THE NEW YORK JOURNAL,

JUNE,

1788.

NOTE.

Sydney was a favorite pseudonym of Robert Yates, and was so well known as his pen name by his contemporaries that it was hardly intended as a mask. He had already contributed to the New York Journal a very able series of papers on the Constitution over the signature of Brutus, written to influence the people, but the elections had taken place before the appearance of Sydney, which were therefore intended for the delegates to the State Convention, soon to assemble. A year later, when Yates was nominated for governor by the Federalists, quotation from these articles was one of the favorite modes of attacking him used by the anti-federalists.

(295)

SYDNEY, I.

THE NEW YORK JOURNAL.

(Number 2320)

Friday, June 13, 1788.

For the Daily Patriotic Register.

TO THE CITIZENS OF THE STATE OF NEw York.

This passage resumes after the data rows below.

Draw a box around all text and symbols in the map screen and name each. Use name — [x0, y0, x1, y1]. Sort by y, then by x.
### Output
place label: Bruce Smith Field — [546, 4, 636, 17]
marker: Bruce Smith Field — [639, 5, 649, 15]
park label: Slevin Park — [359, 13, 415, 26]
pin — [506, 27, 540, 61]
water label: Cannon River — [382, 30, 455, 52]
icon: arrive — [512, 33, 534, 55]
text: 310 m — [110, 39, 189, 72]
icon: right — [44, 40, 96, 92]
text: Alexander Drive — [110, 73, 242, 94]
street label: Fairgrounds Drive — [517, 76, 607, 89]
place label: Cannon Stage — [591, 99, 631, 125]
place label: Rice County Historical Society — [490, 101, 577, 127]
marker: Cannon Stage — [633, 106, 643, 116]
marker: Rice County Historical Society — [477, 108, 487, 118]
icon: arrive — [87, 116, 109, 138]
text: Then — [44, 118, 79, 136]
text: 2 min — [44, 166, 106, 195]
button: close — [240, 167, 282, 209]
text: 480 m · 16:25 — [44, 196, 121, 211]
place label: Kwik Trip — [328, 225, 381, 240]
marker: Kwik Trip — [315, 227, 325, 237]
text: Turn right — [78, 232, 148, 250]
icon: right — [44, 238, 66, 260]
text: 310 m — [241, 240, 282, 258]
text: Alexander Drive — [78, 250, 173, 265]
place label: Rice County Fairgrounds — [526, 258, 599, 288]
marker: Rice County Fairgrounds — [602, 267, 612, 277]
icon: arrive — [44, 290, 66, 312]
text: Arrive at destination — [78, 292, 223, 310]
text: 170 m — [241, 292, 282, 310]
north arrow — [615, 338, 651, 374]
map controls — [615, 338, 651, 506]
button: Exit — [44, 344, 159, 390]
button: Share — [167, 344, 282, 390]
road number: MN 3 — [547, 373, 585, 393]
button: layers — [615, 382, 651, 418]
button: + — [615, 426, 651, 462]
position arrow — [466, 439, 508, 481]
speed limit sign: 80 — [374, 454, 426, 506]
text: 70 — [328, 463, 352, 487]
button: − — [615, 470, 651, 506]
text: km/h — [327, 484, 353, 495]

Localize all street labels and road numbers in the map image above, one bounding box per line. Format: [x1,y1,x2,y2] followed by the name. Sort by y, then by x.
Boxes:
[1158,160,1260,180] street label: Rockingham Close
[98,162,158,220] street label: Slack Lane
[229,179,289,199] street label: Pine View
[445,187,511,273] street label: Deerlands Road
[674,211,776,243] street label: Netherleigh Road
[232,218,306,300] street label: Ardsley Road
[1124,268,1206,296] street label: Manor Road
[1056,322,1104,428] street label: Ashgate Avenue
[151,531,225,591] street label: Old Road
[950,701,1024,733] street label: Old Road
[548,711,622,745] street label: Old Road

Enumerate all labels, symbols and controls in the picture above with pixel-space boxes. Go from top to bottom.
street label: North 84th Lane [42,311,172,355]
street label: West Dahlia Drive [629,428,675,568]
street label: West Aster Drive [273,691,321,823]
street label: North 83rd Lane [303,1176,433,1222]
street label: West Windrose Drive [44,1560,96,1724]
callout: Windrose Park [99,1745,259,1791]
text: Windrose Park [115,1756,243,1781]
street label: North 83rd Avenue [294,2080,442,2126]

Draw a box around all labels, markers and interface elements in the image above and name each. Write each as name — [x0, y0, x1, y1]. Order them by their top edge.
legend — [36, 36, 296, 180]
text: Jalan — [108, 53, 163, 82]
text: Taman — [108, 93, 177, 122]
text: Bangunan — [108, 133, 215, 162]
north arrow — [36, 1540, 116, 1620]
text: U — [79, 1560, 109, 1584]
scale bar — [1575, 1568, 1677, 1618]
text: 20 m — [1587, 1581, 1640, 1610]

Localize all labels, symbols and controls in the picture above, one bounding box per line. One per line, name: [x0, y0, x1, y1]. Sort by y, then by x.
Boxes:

Although a variety of objections to the proposed new constitution for the government of the United States have been laid before the public by men of the best abilities, I am led to believe that representing it in a point of view which has escaped their observation may be of use, that is, by comparing it with the constitution of the State of New York.

The following contrast is therefore submitted to the public, to show in what instances the powers of the state government will be either totally or partially absorbed, and enable us to determine. whether the remaining powers will, from those kind of pillars, be capable of supporting the mutilated fabric of a government, which even the advocates for the new constitution admit excels "the boasted models of Greece or Rome, and those of all other nations, in having precisely marked out the power of the government and the rights of the people."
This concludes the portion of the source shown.